For the last century or so the first stage of treating a decayed tooth has involved ‘drill and fill’ procedures: the decay within a tooth is cleaned out by drilling and the tooth ‘restored’ by filling the clean cavity with a mercury based amalgam or more recently with a non-metallic filler. However after several such treatments the tooth can no longer be repaired by this technique and more radical restorative procedures are necessary. The dentist must now prepare a clean tooth stub that can be capped or crowned with a tailor-made metal crown manufactured by a dental technician using specialised processes. A bridge is formed when two or more adjacent teeth are to be restored by this means. The alloys used to produce these restorations are crown and bridge alloys.
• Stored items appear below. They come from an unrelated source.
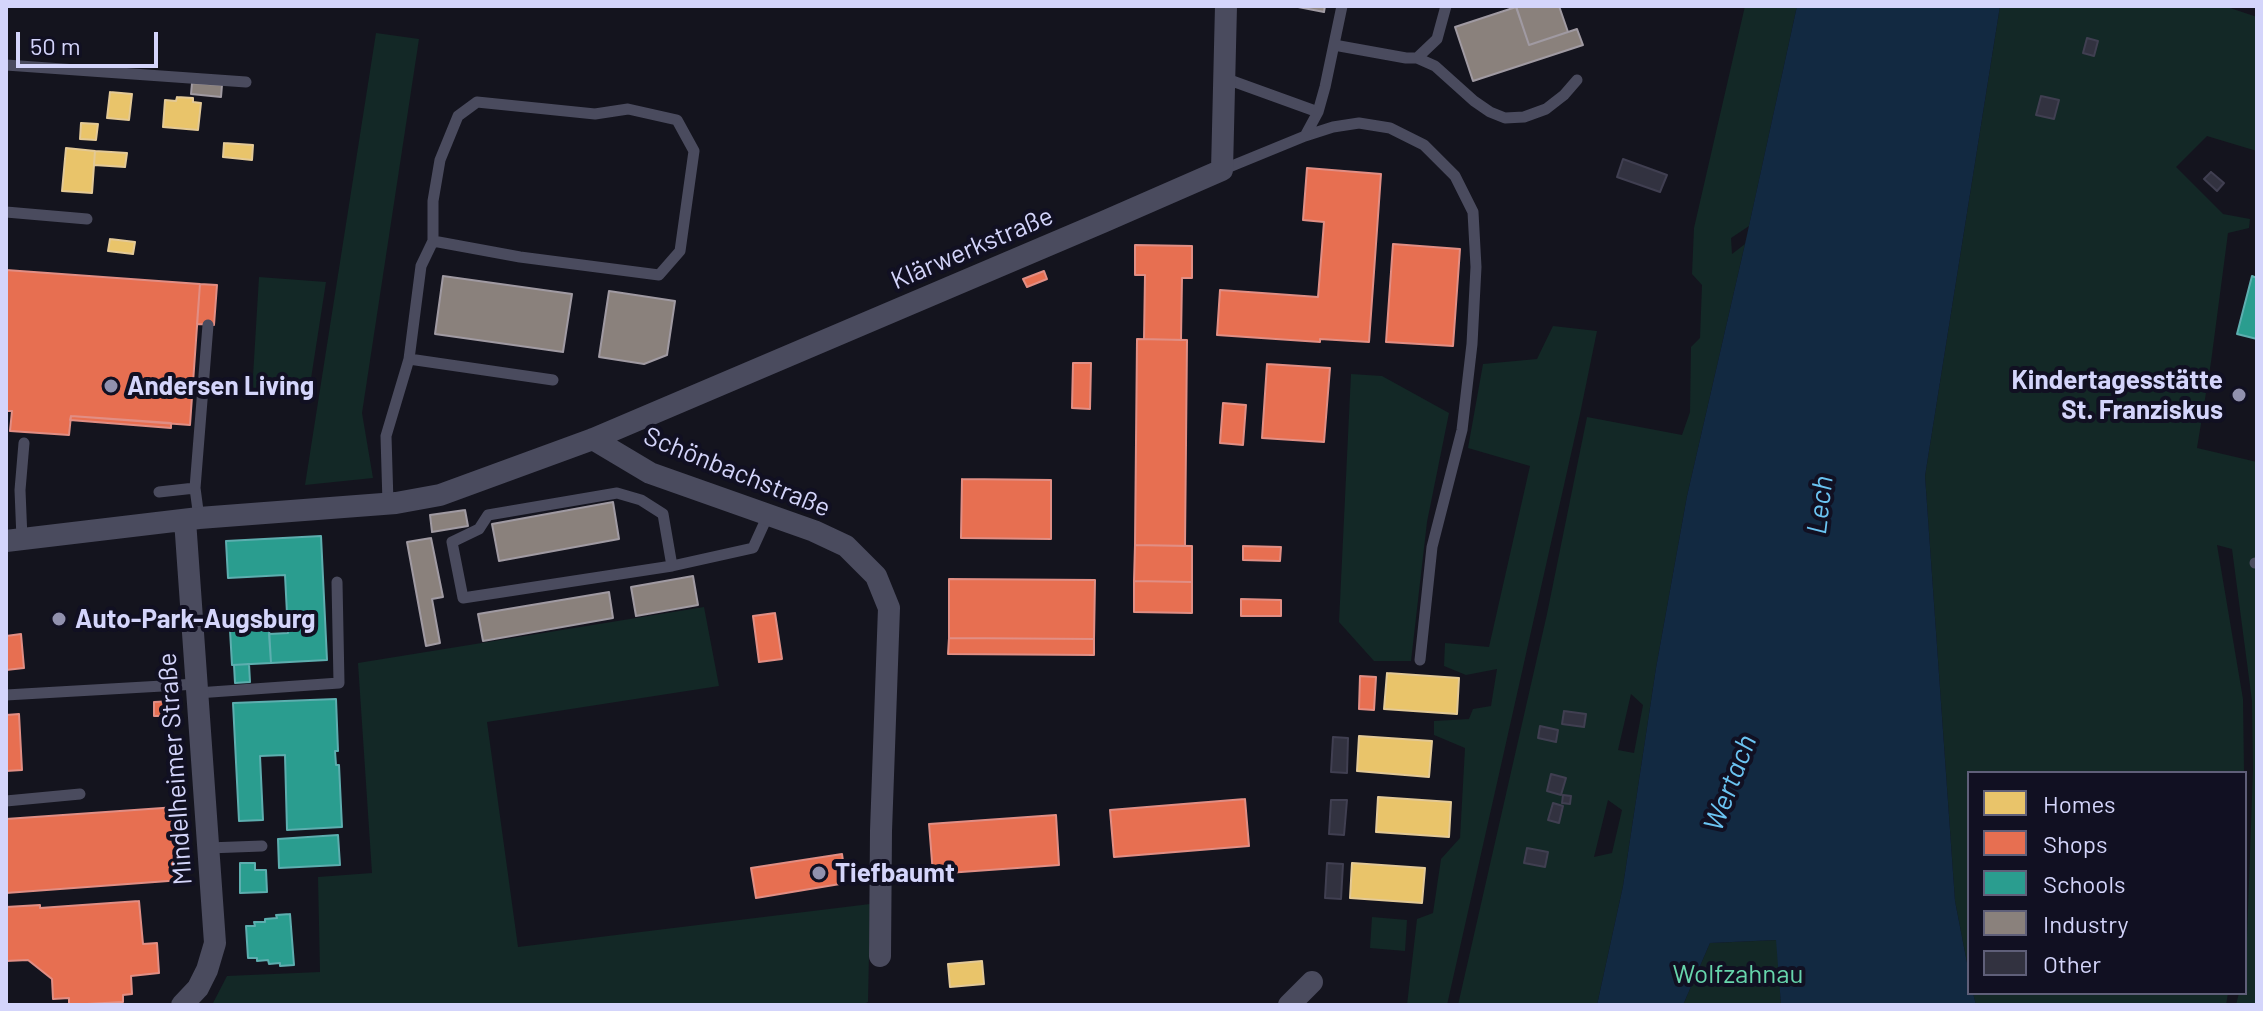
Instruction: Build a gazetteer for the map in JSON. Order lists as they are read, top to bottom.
{
  "streets": {
    "street": ["Klärwerkstraße", "Schönbachstraße", "Mindelheimer Straße"]
  },
  "crossings": [
    ["Klärwerkstraße", "Schönbachstraße"]
  ],
  "water": ["Lech", "Wertach"],
  "parks": ["Wolfzahnau"],
  "places": [
    "Andersen Living",
    "Kindertagesstätte St. Franziskus",
    "Auto-Park-Augsburg",
    "Tiefbaumt"
  ],
  "legend": [
    "Homes",
    "Shops",
    "Schools",
    "Industry",
    "Other"
  ],
  "scale_bar": "50 m"
}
Since the late 1970s, palladium has been a key metal used worldwide by the dental industry in the development of alloys for the manufacture of crown and bridge restorations constructed by dental technicians. The price of palladium, now significantly less than that of either gold or platinum, coupled with its much lower specific gravity, (12.02 compared to 19.3 or 21.45 g cm–3, respectively) ensures that palladium-based alloys are very economic (the same weight of palladium has a larger volume than gold or platinum).
Palladium also has a good range of solubility with several metals (helpful for alloying) and an ability to impart good mechanical properties. It has excellent tarnish/corrosion resistance and biocompatibility in the oral environment. These properties make it ideally suited for use in dental crown and bridge alloys (those fitted in the as-polished state), see Figure 1. Generally such palladium-based alloys are ‘white’. However, many gold-based alloys also contain small amounts of palladium (typically 1–5%) to improve resistance to tarnishing and corrosion without significant loss of colour (1).
These properties are also important for the development of lightweight palladium alloys intended for coating with porcelain, where the final restoration has to match the surrounding (natural) teeth (2). Such alloys, called porcelain, bonding or ceramic alloys, need to be compatible with the dental porcelains in terms of high temperature stability and coefficients of expansion.
The high melting point of palladium is an essential property contributing to this form of restorative dentistry, as the high firing temperatures of most porcelains (950–1020ºC) require that the alloy has a higher melting point so it does not melt or collapse. This temperature clearly needs to be higher than those of the alloys (palladium or otherwise) used for conventional crowns and bridges. Even more important is the low thermal coefficient of expansion of palladium. This value is lower than that of most other metals including silver, gold and platinum, and is helpful when developing lightweight porcelain alloys compatible with currently-used dental porcelains that are fired in several layers onto the prepared metal crown, see Figure 2.
The porcelain alloys must typically possess thermal expansivities of 13.7 to 14.9 K–1 over the range 0–500ºC if ‘blowing off’ or cracking of the porcelain during the cooling cycle of layer build-up is to be avoided. Properties of a typical palladium and comparable gold-based dental alloy are shown in the Table. Many gold porcelain alloys also benefit from the attributes that palladium additions impart and as such can contain between 7–40% Pd. Together with the current advantageous price of palladium (~ U.S. $198/troy oz in December 2003) (3) compared to gold (~ $ 409/troy oz), the valuable combination of intrinsic mechanical and physical properties that palladium possesses make it unique among the precious metals. Only its anomalous price (4) between Spring 2000 and mid- 2001, peaking at ~ $1094/troy oz in January 2001 before falling to its current level, has impacted on the use of palladium-based alloys. Less-favoured non-precious metal alloys, based on nickel, chromium and cobalt-chromium, gained ground during this period. However with the current stability in prices, the continuing use of palladium in
precious metal restorations seems assured.
There is yet another type of palladium alloy compatible with lower temperature fusing porcelains with expansions in the range 15.8–16.9 K–1 and which is fired at ~ 800 to 850ºC. These alloys can be used for either ordinary crown and bridge restorations or be subsequently coated in the lower temperature porcelains. These are more popular in the U.S. and Europe but not yet in the U.K.